Give again, word for word, the lines below that run from the line with "I need the bounding box of the" through the line with "Bounding boxes for". Drop the pictures.

◆ MATERIAL SHOWN:
§

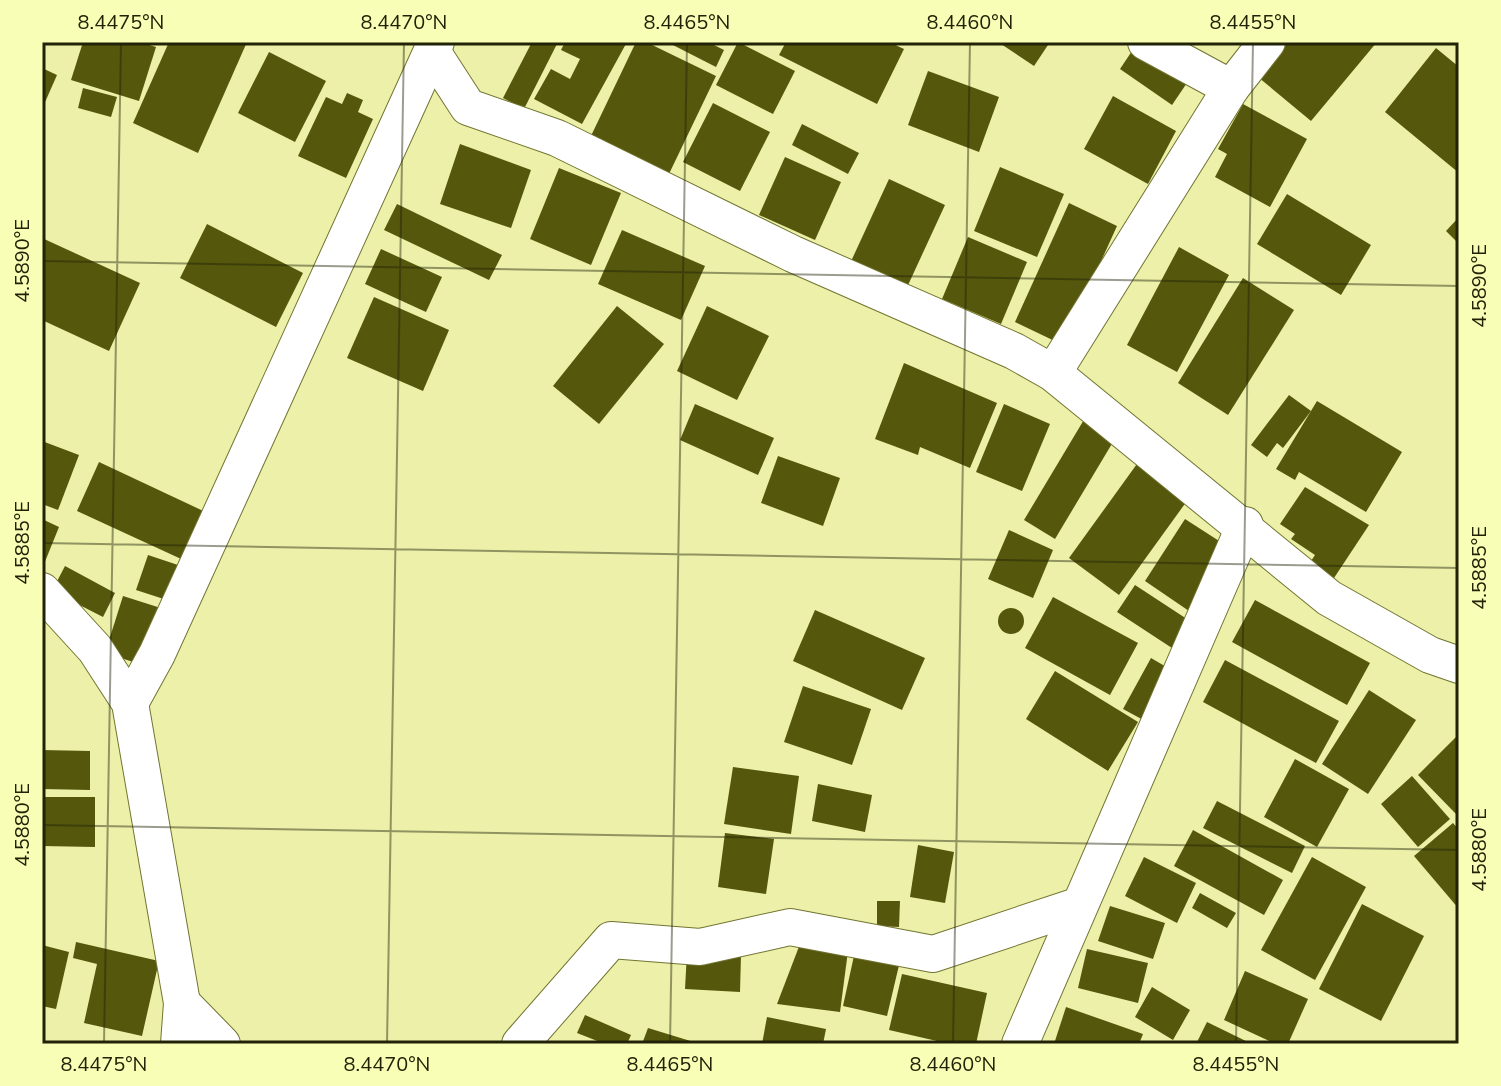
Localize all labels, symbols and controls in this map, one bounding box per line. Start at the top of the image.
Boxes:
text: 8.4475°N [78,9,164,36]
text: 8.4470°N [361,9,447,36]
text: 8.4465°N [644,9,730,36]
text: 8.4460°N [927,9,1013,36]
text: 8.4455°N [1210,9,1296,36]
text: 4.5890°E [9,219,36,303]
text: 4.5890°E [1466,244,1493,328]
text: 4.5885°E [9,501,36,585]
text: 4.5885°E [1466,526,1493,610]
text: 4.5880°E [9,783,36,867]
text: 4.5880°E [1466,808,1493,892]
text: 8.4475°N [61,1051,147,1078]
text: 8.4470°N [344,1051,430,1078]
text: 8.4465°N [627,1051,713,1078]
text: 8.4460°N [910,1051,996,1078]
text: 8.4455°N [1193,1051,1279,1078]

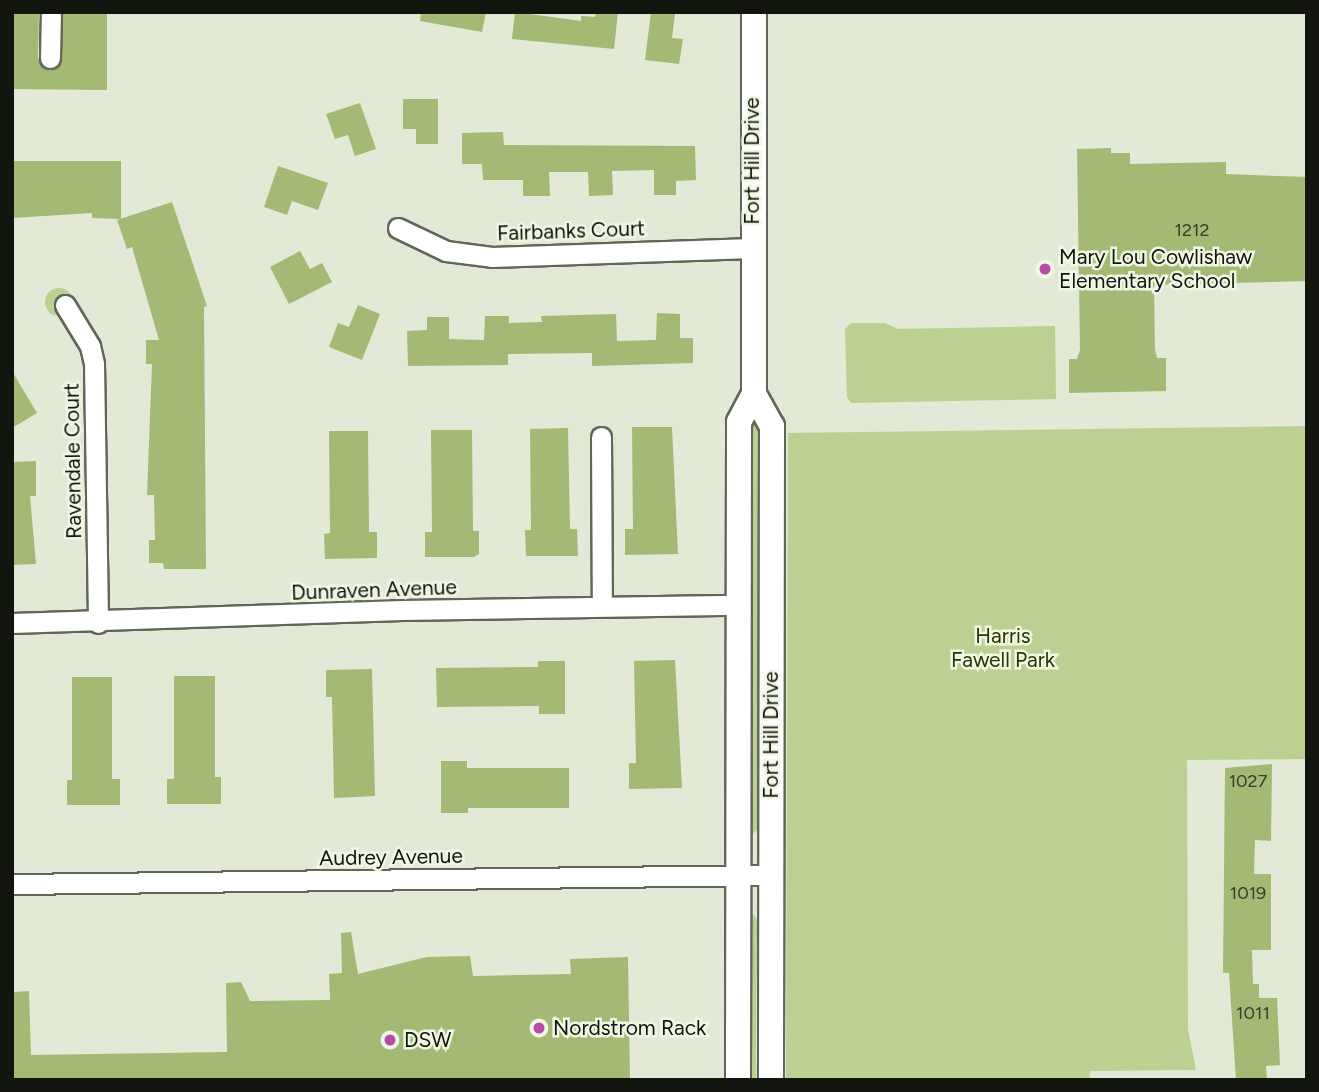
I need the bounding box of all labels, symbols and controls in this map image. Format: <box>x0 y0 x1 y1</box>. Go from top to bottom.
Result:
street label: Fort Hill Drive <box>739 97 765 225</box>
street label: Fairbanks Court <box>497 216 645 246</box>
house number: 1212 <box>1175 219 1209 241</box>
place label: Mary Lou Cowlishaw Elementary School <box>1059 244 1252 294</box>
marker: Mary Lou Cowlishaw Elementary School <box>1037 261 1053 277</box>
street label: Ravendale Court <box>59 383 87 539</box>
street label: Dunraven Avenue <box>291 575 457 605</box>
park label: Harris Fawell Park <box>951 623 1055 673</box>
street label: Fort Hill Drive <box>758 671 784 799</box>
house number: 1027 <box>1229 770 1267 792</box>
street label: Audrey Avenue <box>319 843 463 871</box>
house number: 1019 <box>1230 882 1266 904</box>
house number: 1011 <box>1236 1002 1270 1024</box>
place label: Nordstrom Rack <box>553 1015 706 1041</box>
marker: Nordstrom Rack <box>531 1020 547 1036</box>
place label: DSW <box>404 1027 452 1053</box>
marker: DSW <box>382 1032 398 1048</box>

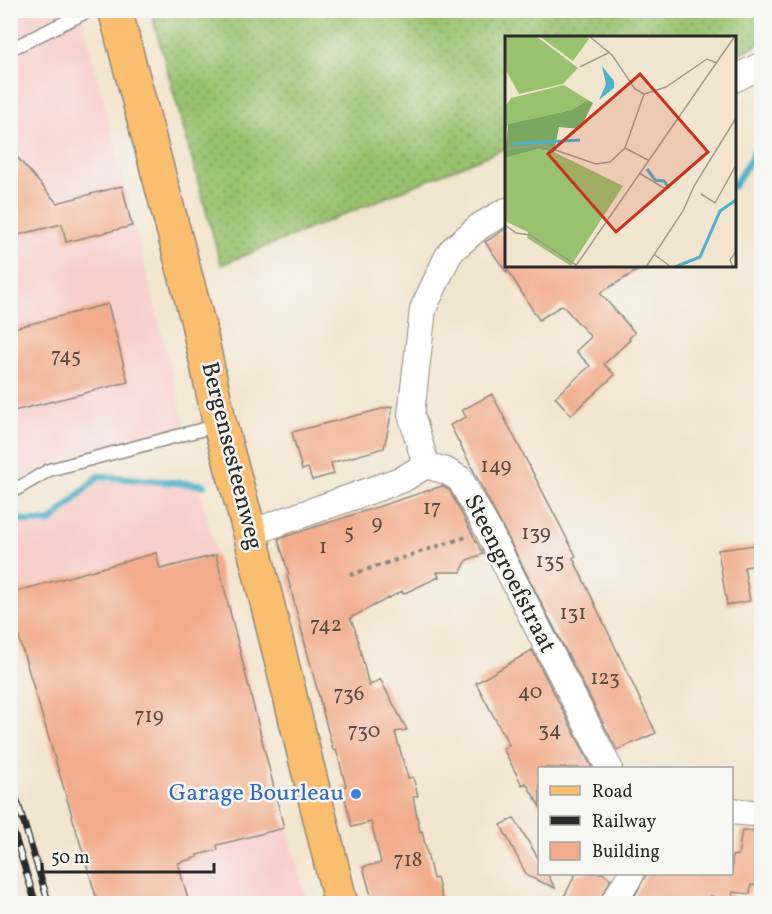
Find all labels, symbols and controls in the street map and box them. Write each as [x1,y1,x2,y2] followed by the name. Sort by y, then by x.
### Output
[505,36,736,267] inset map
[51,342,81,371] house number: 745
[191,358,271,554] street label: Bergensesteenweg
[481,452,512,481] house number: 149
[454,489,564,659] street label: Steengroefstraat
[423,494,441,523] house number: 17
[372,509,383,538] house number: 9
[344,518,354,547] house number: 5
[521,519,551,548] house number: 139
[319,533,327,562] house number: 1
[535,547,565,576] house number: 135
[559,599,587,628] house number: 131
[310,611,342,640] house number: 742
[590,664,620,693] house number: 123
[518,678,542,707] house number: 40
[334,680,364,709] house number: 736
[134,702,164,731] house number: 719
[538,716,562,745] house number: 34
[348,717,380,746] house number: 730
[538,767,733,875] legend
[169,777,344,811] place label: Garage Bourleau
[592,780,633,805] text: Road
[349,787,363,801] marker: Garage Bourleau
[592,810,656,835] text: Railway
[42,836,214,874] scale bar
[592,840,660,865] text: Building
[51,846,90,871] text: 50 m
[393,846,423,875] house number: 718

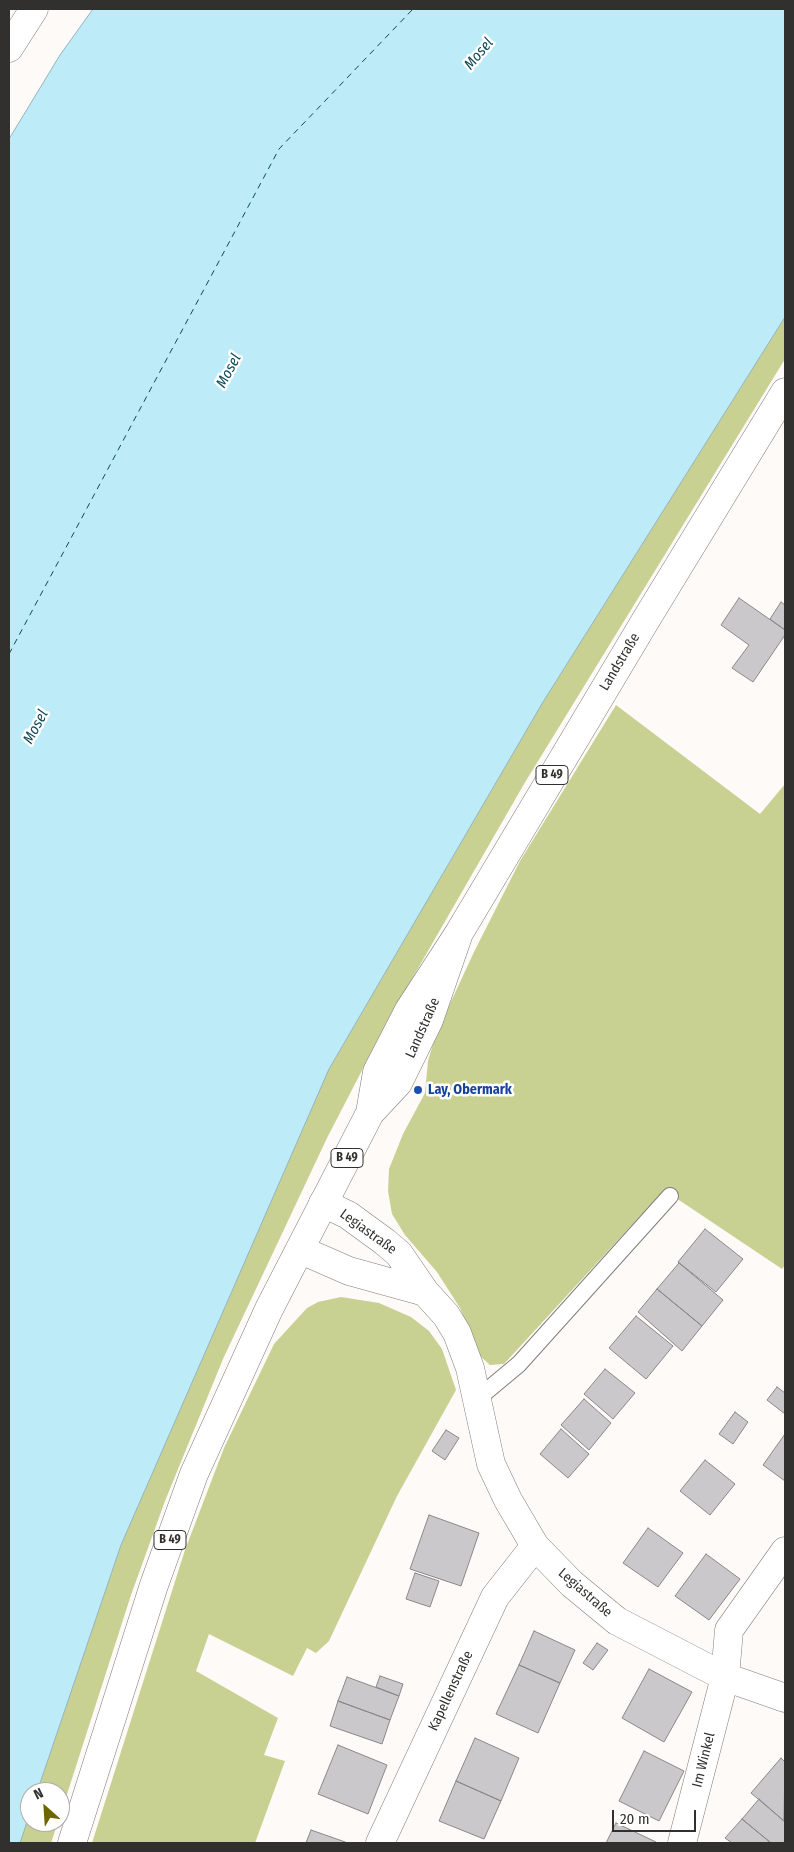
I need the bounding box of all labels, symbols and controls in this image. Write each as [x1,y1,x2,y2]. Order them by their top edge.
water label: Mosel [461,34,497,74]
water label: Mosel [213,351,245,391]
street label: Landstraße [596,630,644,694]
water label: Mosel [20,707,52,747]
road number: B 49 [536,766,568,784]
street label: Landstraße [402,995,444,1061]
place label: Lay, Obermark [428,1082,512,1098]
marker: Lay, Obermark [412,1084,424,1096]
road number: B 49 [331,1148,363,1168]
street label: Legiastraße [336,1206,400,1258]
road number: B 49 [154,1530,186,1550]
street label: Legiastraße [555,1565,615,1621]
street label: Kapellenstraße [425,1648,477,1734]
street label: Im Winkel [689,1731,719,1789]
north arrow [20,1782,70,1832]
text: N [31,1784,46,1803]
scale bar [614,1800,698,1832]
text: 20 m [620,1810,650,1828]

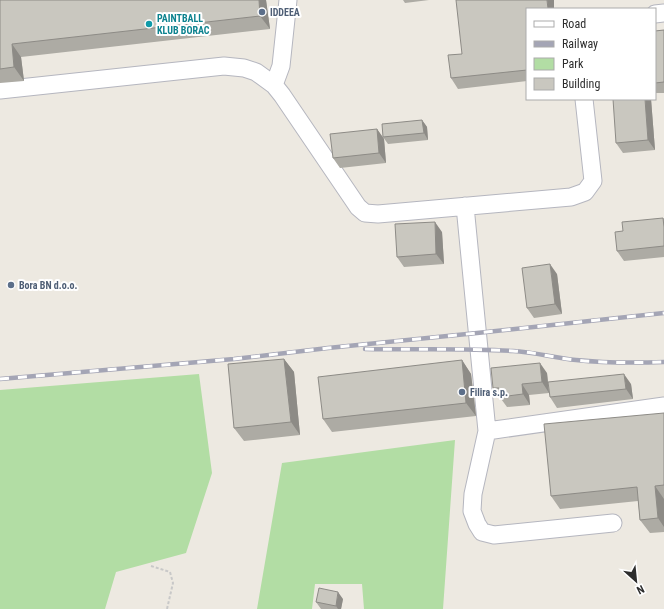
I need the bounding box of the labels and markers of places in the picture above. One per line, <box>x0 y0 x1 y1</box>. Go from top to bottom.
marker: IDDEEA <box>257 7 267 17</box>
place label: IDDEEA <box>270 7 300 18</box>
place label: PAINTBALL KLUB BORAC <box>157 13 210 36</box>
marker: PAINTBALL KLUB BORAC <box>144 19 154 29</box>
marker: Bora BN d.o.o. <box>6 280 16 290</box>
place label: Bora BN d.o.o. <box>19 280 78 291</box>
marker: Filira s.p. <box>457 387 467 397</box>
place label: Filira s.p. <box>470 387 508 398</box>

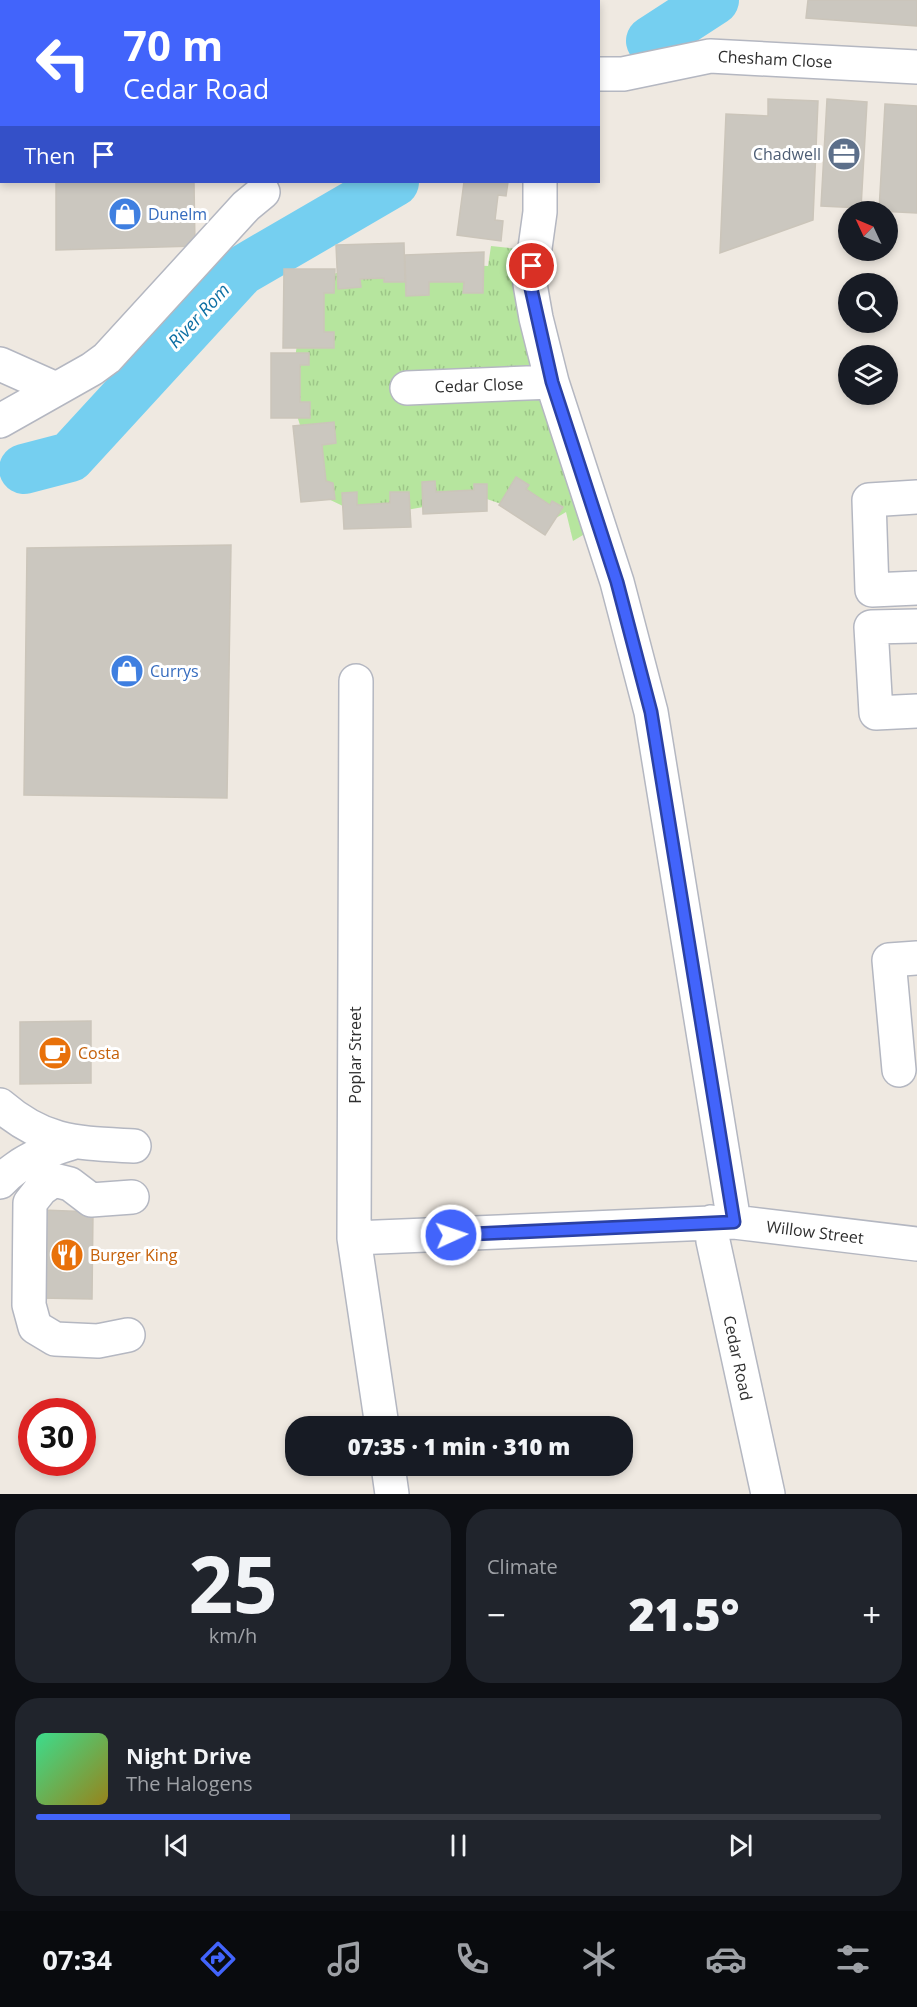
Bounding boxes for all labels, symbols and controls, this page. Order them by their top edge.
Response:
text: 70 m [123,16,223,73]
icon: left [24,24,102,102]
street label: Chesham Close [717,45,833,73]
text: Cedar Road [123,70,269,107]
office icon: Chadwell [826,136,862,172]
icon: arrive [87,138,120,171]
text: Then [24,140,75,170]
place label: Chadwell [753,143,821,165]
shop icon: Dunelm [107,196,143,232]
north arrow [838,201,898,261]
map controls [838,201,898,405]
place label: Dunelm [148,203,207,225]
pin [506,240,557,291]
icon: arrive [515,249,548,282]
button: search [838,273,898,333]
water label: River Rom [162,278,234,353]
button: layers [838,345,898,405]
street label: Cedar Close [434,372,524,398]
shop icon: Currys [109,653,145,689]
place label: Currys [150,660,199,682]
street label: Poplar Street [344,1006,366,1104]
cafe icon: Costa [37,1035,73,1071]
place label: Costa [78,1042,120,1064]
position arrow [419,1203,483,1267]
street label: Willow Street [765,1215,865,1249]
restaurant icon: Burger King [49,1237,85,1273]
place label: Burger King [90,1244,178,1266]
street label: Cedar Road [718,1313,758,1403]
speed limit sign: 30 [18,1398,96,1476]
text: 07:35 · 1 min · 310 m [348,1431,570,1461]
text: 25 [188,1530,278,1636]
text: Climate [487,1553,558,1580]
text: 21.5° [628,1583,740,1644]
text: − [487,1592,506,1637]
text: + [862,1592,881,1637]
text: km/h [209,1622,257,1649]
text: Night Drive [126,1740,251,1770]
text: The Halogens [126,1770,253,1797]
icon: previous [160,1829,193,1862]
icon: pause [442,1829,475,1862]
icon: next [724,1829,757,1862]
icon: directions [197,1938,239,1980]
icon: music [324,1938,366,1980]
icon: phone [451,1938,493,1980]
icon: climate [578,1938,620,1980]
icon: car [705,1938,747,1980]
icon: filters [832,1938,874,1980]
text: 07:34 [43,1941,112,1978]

§

◆ TASK RESULT:
I need the bounding box of the labels and markers of places in the picture above. One per line, <box>x0 y0 x1 y1</box>. Go from top to bottom.
marker: IDDEEA <box>257 7 267 17</box>
place label: IDDEEA <box>270 7 300 18</box>
place label: PAINTBALL KLUB BORAC <box>157 13 210 36</box>
marker: PAINTBALL KLUB BORAC <box>144 19 154 29</box>
marker: Bora BN d.o.o. <box>6 280 16 290</box>
place label: Bora BN d.o.o. <box>19 280 78 291</box>
marker: Filira s.p. <box>457 387 467 397</box>
place label: Filira s.p. <box>470 387 508 398</box>

Bounding boxes for all labels, symbols and controls, this page. Order them by their top edge.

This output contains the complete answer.